* Required action: I'd ask you to write out the lines below exactly, with no images.

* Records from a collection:
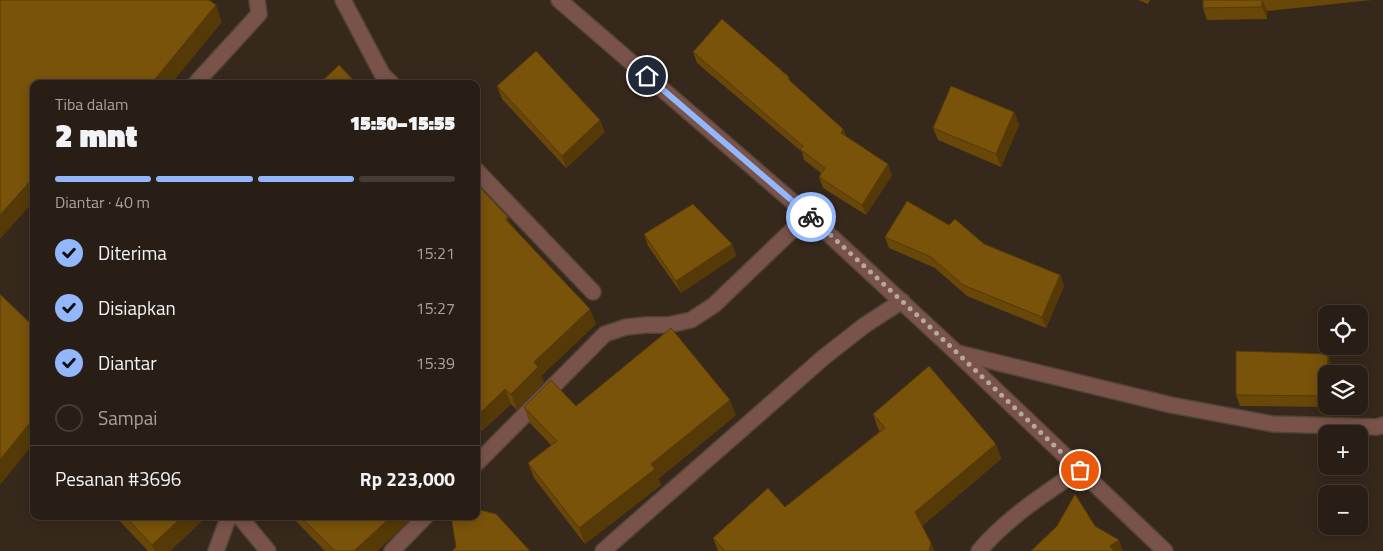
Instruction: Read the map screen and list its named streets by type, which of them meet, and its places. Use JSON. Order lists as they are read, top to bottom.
{
  "page": {
    "heading": ["2 mnt", "Tiba dalam", "15:50–15:55"],
    "panel": ["Pesanan #3696", "Rp 223,000"],
    "bar": "Diantar · 40 m",
    "list": [
      ["Diterima", "15:21"],
      ["Disiapkan", "15:27"],
      ["Diantar", "15:39"],
      "Sampai"
    ],
    "map_buttons": ["+", "−"]
  }
}
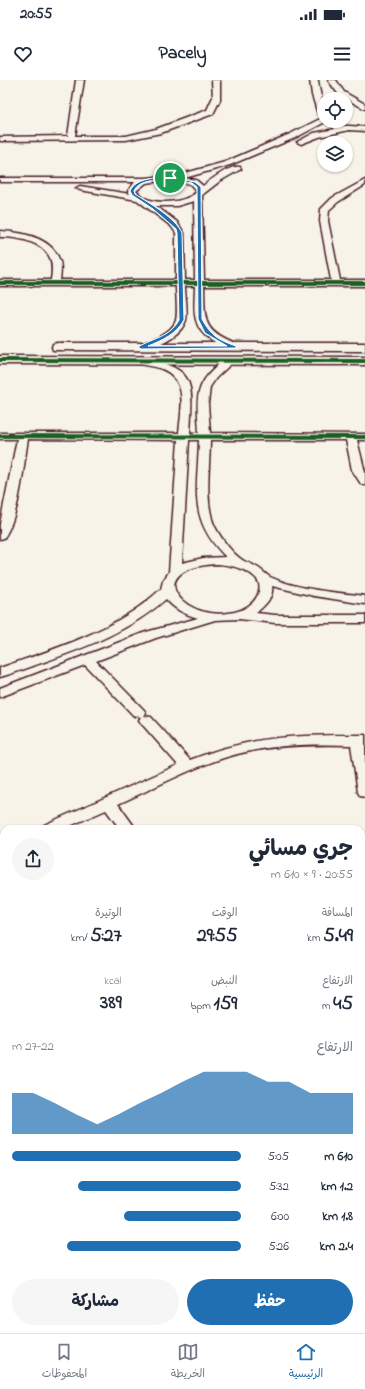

* Response for this exercise:
Instruction: Read the map screen and list its named streets by type, which of them meet, and its places. Use JSON. Order lists as they are read, top to bottom.
{
  "page": {
    "heading": ["2 mnt", "Tiba dalam", "15:50–15:55"],
    "panel": ["Pesanan #3696", "Rp 223,000"],
    "bar": "Diantar · 40 m",
    "list": [
      ["Diterima", "15:21"],
      ["Disiapkan", "15:27"],
      ["Diantar", "15:39"],
      "Sampai"
    ],
    "map_buttons": ["+", "−"]
  }
}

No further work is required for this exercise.